Hoffen auf gutes Niveau

Was haben Sie der Mannschaft vor dem ersten Training gesagt?

Hartmut Polzin (DSV-Chef und Handball-Manager): Erstmal habe ich Spieler und Trainer herzlich begrüßt. Ich habe mich sehr darüber gefreut, dass die Rumpfmannschaft im Wesentlichen zusammengeblieben ist. Wir hatten zwar vier Abgänge, aber dafür sind fünf „Neue“ gekommen. Ich glaube, dass wir mit dieser Truppe ein ganz gutes Niveau erreichen können. Und darauf freut sich die gesamte Handball-Gemeinde in Bad Doberan.

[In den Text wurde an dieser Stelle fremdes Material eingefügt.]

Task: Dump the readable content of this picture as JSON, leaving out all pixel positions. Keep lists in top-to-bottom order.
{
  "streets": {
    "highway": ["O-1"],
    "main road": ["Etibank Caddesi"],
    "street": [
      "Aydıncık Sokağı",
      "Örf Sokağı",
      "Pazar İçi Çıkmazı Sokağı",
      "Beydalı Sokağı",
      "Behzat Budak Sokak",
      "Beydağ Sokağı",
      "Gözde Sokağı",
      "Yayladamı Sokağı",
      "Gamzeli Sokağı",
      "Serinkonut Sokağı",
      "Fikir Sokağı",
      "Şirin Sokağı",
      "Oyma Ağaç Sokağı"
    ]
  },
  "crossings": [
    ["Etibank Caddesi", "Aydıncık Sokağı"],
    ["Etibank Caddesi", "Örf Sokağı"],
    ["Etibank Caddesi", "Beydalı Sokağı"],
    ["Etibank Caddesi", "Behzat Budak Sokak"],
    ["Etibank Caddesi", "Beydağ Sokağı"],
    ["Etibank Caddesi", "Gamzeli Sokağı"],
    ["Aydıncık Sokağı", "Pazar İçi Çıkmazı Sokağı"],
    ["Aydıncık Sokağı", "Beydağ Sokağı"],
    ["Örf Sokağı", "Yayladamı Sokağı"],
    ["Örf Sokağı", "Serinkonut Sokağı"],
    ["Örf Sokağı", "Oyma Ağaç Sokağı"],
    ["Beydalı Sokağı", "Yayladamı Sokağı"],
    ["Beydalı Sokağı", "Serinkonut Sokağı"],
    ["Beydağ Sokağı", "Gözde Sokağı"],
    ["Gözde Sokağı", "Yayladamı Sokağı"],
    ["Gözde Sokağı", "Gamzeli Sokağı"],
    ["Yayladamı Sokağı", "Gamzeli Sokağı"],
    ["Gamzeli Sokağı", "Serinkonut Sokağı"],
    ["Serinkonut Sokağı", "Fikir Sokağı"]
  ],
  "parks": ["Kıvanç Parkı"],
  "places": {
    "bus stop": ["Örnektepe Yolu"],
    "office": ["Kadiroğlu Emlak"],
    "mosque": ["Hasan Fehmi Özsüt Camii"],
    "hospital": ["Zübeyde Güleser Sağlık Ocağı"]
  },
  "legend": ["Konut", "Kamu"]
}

Der Kader ist etwas größer als im Vorjahr. Kann der DSV den Klassenverbleib diesmal früher schaffen?

Handball ist allgemein ziemlich unberechenbar. Ob es die dritte Liga oder die Ostsee-Spree- Oberliga ist – es gibt keine leichten Gegner. Am Ende entscheidet vieles: dass die Spieler gesund bleiben, die Tagesform, die Einstellung. Ich gehe davon aus, dass die Jungs in der Ostsee-Spree-Oberliga bleiben wollen. Was dann letztlich möglich ist, darüber können wir in ein paar Wochen reden, wenn wir ein paar Spiele gesehen haben.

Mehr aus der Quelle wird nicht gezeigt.